Across the nation we see that increasing funds for public education does not improve education. So what does? How can we improve education without more funding for education?

Florida, which spends only $268 more per pupil than Nevada and has very similar demographics, was able to drastically improve student performance through comprehensive reform.

Florida introduced merit pay for teachers, created real consequences for schools that failed, ended social promotion, expanded charter school options, and created tuition tax scholarship and voucher programs. Essentially, Florida created both bottom-up and top-down reform. The results for fourth-grade NAEP reading scores are dramatic.

Low-income students in Florida saw a 12.8 percent improvement over the last decade. Their scores are identical to the average of all Nevada's students.

Even the supposedly hard-to-teach low-income Hispanic students saw massive gains in their English reading exam scores. Low-income Hispanics improved over 14 percent and now outscore the average Nevadan.
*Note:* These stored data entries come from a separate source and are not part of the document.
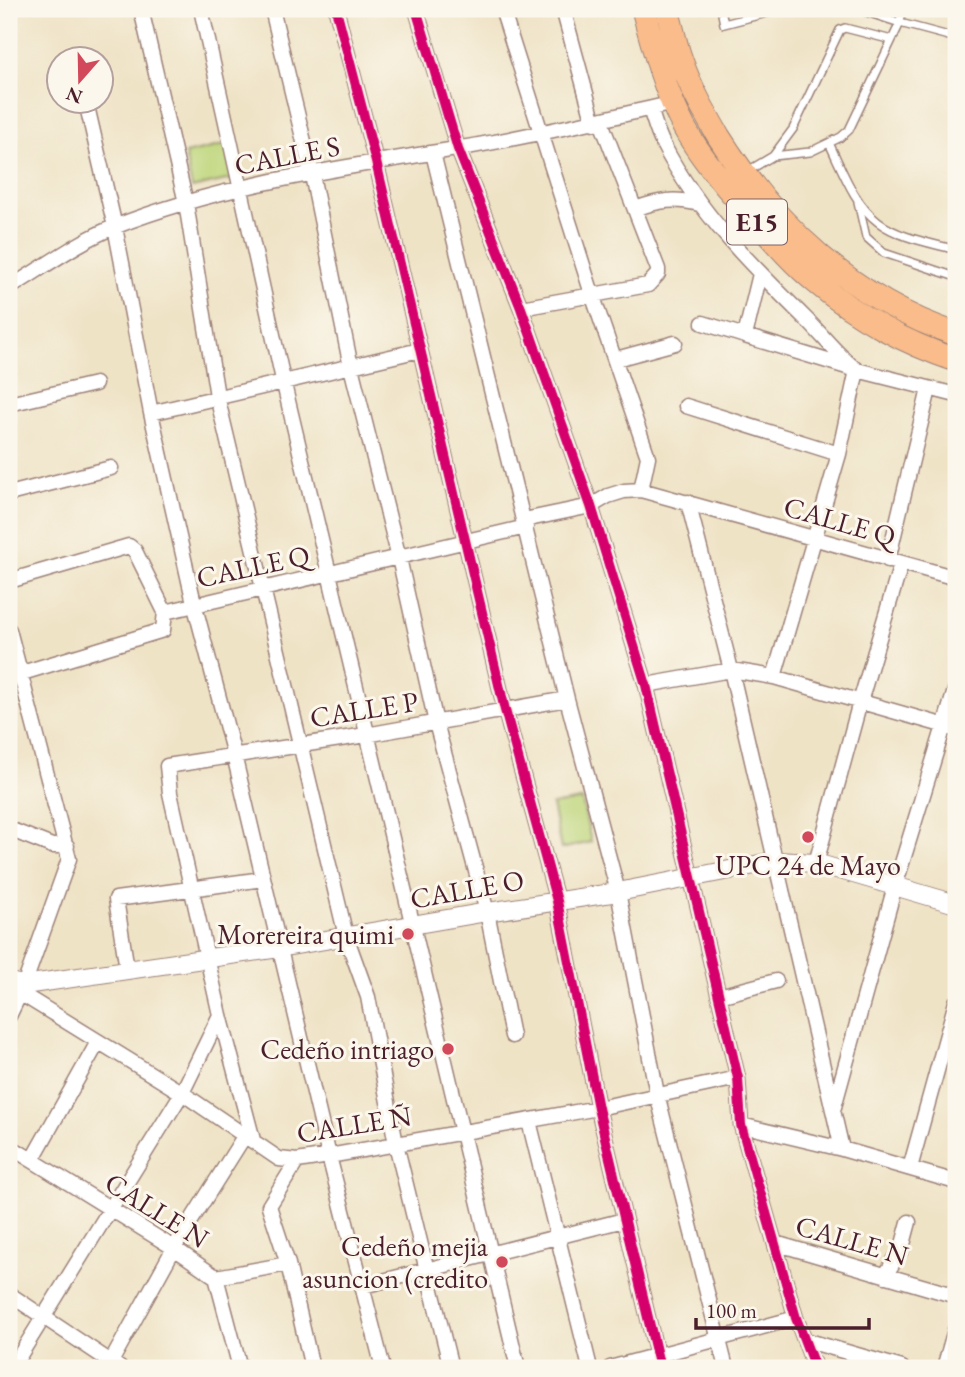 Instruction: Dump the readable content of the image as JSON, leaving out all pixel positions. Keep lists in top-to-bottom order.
{
  "streets": {
    "highway": ["E15"],
    "street": [
      "CALLE S",
      "CALLE Q",
      "CALLE P",
      "CALLE O",
      "CALLE Ñ",
      "CALLE N"
    ]
  },
  "crossings": [
    ["CALLE S", "E15"],
    ["CALLE O", "CALLE Ñ"]
  ],
  "places": [
    "UPC 24 de Mayo",
    "Morereira quimi",
    "Cedeño intriago",
    "Cedeño mejia asuncion (credito"
  ],
  "scale_bar": "100 m",
  "north": "bottom"
} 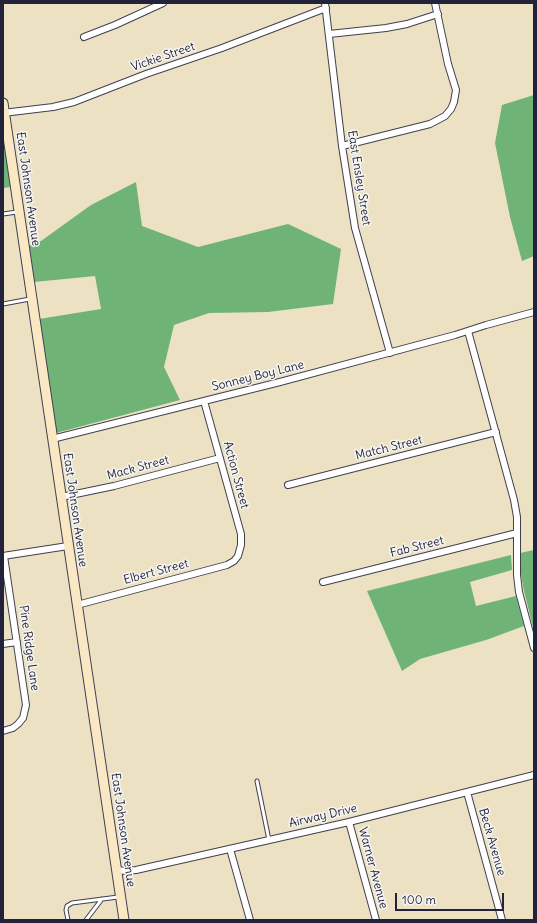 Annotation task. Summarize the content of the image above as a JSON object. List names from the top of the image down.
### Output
{
  "streets": {
    "main road": ["East Johnson Avenue"],
    "street": [
      "Vickie Street",
      "East Ensley Street",
      "Sonney Boy Lane",
      "Match Street",
      "Mack Street",
      "Action Street",
      "Fab Street",
      "Elbert Street",
      "Pine Ridge Lane",
      "Airway Drive",
      "Beck Avenue",
      "Warner Avenue"
    ]
  },
  "crossings": [
    ["Vickie Street", "East Ensley Street"],
    ["Vickie Street", "East Johnson Avenue"],
    ["East Ensley Street", "Sonney Boy Lane"],
    ["East Johnson Avenue", "Sonney Boy Lane"],
    ["East Johnson Avenue", "Mack Street"],
    ["East Johnson Avenue", "Elbert Street"],
    ["East Johnson Avenue", "Airway Drive"],
    ["Sonney Boy Lane", "Action Street"],
    ["Mack Street", "Action Street"],
    ["Action Street", "Elbert Street"],
    ["Airway Drive", "Beck Avenue"],
    ["Airway Drive", "Warner Avenue"]
  ],
  "scale_bar": "100 m"
} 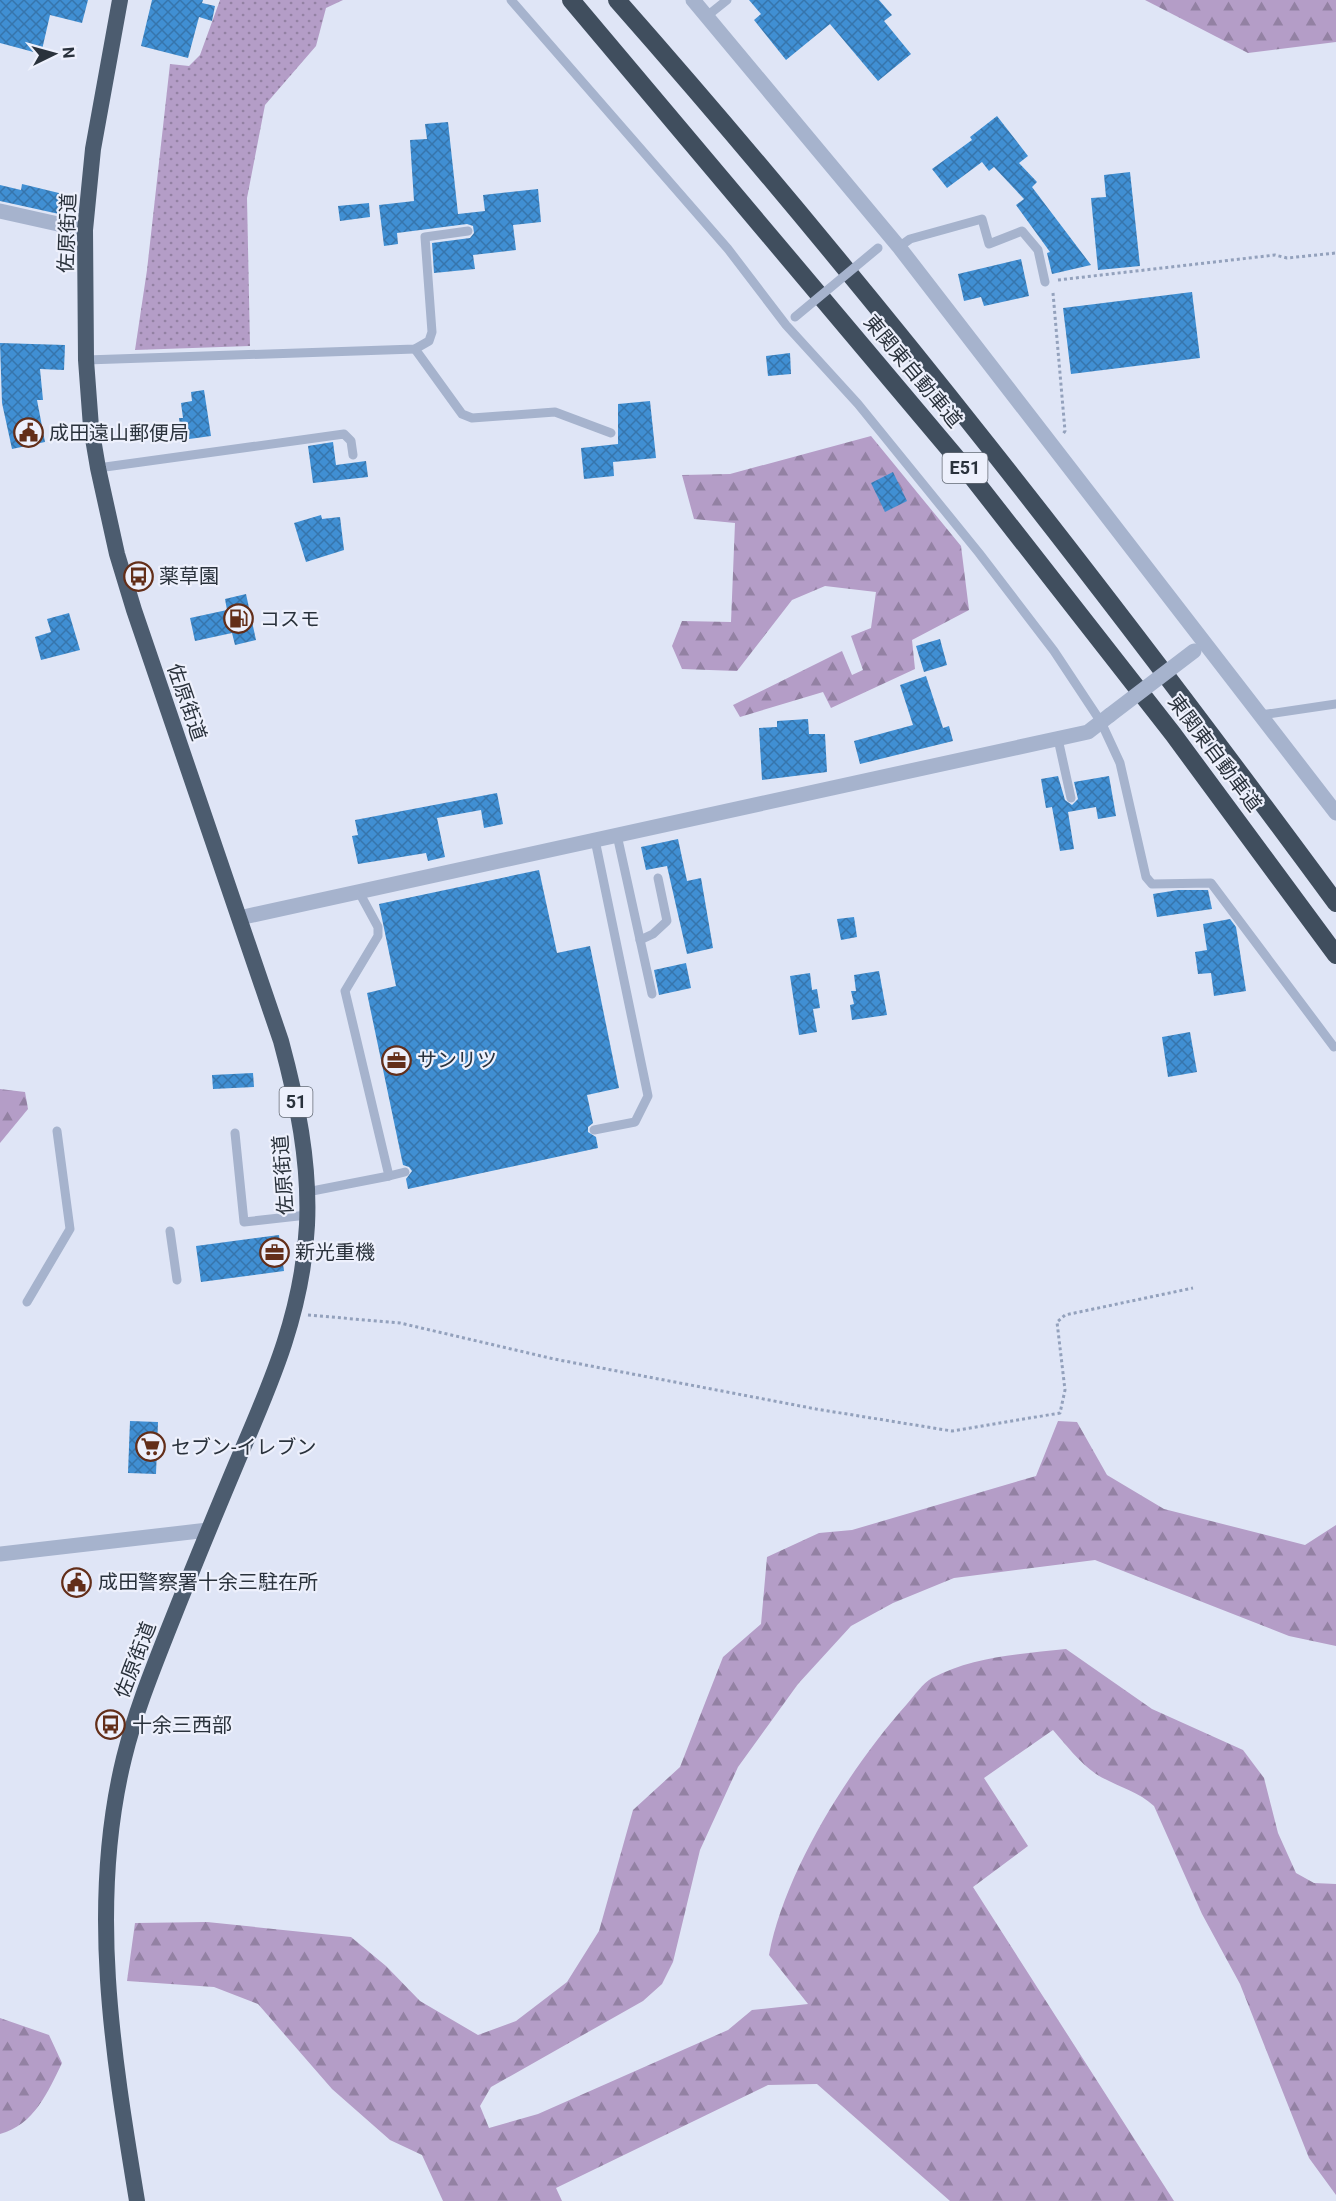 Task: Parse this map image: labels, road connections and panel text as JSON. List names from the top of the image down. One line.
{"streets":{"highway":["佐原街道","東関東自動車道","E51","51"]},"places":{"public building":["成田遠山郵便局","成田警察署十余三駐在所"],"bus stop":["薬草園","十余三西部"],"fuel station":["コスモ"],"office":["サンリツ","新光重機"],"supermarket":["セブン-イレブン"]},"north":"right"} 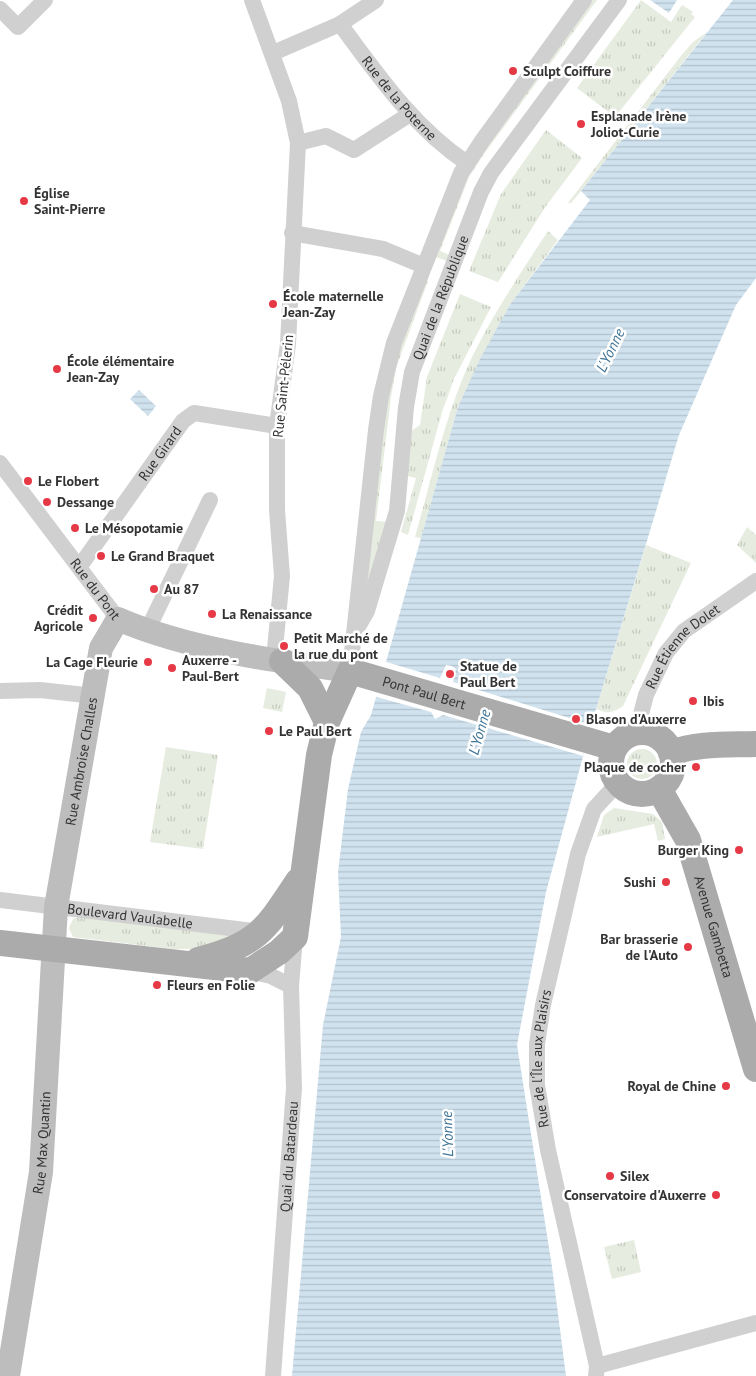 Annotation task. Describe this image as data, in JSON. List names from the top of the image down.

So what has more spending on K-12 public education done for low-income children (students eligible for free or reduced lunches) across America?

Well, more spending on public education per student doesn't seem to help low-income children at all. While increasing spending on education has no significant relationship with low-income student achievement, the negligible relationship that does exist is negative.

If Nevada's politicians were ever to muster their courage, it shouldn't be to raise taxes and increase funding for public education – we've done that and failed. It should be to push for real comprehensive reform.